INSTRUCTIONS FOR THE TASK: Extract every record, keeping each one exactly as it is.

RECORDS FOR THIS TASK:
[Start of section]
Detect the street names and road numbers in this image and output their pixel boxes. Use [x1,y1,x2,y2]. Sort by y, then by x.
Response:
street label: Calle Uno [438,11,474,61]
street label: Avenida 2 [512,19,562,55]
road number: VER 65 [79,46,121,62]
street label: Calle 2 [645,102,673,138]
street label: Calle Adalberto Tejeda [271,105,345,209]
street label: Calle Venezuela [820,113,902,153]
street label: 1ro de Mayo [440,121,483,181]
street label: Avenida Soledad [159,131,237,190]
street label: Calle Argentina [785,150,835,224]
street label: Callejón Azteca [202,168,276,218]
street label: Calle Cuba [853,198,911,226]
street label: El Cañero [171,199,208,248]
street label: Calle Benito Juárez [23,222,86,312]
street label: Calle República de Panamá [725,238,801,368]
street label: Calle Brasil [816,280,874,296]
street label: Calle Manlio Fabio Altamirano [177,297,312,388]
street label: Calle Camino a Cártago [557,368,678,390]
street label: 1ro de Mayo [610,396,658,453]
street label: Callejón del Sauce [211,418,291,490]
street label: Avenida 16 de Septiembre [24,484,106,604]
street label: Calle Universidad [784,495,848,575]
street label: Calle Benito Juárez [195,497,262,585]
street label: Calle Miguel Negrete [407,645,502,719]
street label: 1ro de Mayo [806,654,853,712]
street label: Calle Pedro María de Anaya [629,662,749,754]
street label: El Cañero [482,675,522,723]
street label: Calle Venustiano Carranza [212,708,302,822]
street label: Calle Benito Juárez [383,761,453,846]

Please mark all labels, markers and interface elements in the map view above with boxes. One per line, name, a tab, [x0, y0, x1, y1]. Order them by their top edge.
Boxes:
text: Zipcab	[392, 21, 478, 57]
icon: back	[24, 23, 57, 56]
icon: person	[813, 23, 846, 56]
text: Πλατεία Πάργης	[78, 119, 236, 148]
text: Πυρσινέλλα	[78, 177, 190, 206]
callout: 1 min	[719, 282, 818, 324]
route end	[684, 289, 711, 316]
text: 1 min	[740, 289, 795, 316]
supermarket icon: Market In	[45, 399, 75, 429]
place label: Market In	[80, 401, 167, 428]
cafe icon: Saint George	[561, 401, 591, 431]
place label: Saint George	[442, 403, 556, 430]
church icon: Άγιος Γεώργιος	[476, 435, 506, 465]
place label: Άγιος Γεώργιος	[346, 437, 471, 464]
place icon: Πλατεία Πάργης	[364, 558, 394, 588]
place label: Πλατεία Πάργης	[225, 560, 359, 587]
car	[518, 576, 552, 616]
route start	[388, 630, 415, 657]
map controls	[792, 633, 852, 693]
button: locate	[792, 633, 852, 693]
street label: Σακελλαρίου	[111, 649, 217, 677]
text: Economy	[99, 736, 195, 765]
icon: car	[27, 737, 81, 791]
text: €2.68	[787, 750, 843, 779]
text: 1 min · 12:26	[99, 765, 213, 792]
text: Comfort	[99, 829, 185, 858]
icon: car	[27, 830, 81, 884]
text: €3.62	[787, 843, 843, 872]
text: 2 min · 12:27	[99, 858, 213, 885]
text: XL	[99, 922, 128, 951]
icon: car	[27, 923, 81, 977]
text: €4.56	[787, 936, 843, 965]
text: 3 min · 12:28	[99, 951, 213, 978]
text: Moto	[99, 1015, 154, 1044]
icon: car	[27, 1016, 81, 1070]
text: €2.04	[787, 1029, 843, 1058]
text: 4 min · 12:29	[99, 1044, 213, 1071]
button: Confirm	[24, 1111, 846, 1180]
[End of section]
YOUR RESPONSE:
Detect the street names and road numbers in this image and output their pixel boxes. Use [x1,y1,x2,y2]. Sort by y, then by x.
Response:
street label: Calle Uno [438,11,474,61]
street label: Avenida 2 [512,19,562,55]
road number: VER 65 [79,46,121,62]
street label: Calle 2 [645,102,673,138]
street label: Calle Adalberto Tejeda [271,105,345,209]
street label: Calle Venezuela [820,113,902,153]
street label: 1ro de Mayo [440,121,483,181]
street label: Avenida Soledad [159,131,237,190]
street label: Calle Argentina [785,150,835,224]
street label: Callejón Azteca [202,168,276,218]
street label: Calle Cuba [853,198,911,226]
street label: El Cañero [171,199,208,248]
street label: Calle Benito Juárez [23,222,86,312]
street label: Calle República de Panamá [725,238,801,368]
street label: Calle Brasil [816,280,874,296]
street label: Calle Manlio Fabio Altamirano [177,297,312,388]
street label: Calle Camino a Cártago [557,368,678,390]
street label: 1ro de Mayo [610,396,658,453]
street label: Callejón del Sauce [211,418,291,490]
street label: Avenida 16 de Septiembre [24,484,106,604]
street label: Calle Universidad [784,495,848,575]
street label: Calle Benito Juárez [195,497,262,585]
street label: Calle Miguel Negrete [407,645,502,719]
street label: 1ro de Mayo [806,654,853,712]
street label: Calle Pedro María de Anaya [629,662,749,754]
street label: El Cañero [482,675,522,723]
street label: Calle Venustiano Carranza [212,708,302,822]
street label: Calle Benito Juárez [383,761,453,846]

Please mark all labels, markers and interface elements in the map view above with boxes. One per line, name, a tab, [x0, y0, x1, y1]. Order them by their top edge.
Boxes:
text: Zipcab	[392, 21, 478, 57]
icon: back	[24, 23, 57, 56]
icon: person	[813, 23, 846, 56]
text: Πλατεία Πάργης	[78, 119, 236, 148]
text: Πυρσινέλλα	[78, 177, 190, 206]
callout: 1 min	[719, 282, 818, 324]
route end	[684, 289, 711, 316]
text: 1 min	[740, 289, 795, 316]
supermarket icon: Market In	[45, 399, 75, 429]
place label: Market In	[80, 401, 167, 428]
cafe icon: Saint George	[561, 401, 591, 431]
place label: Saint George	[442, 403, 556, 430]
church icon: Άγιος Γεώργιος	[476, 435, 506, 465]
place label: Άγιος Γεώργιος	[346, 437, 471, 464]
place icon: Πλατεία Πάργης	[364, 558, 394, 588]
place label: Πλατεία Πάργης	[225, 560, 359, 587]
car	[518, 576, 552, 616]
route start	[388, 630, 415, 657]
map controls	[792, 633, 852, 693]
button: locate	[792, 633, 852, 693]
street label: Σακελλαρίου	[111, 649, 217, 677]
text: Economy	[99, 736, 195, 765]
icon: car	[27, 737, 81, 791]
text: €2.68	[787, 750, 843, 779]
text: 1 min · 12:26	[99, 765, 213, 792]
text: Comfort	[99, 829, 185, 858]
icon: car	[27, 830, 81, 884]
text: €3.62	[787, 843, 843, 872]
text: 2 min · 12:27	[99, 858, 213, 885]
text: XL	[99, 922, 128, 951]
icon: car	[27, 923, 81, 977]
text: €4.56	[787, 936, 843, 965]
text: 3 min · 12:28	[99, 951, 213, 978]
text: Moto	[99, 1015, 154, 1044]
icon: car	[27, 1016, 81, 1070]
text: €2.04	[787, 1029, 843, 1058]
text: 4 min · 12:29	[99, 1044, 213, 1071]
button: Confirm	[24, 1111, 846, 1180]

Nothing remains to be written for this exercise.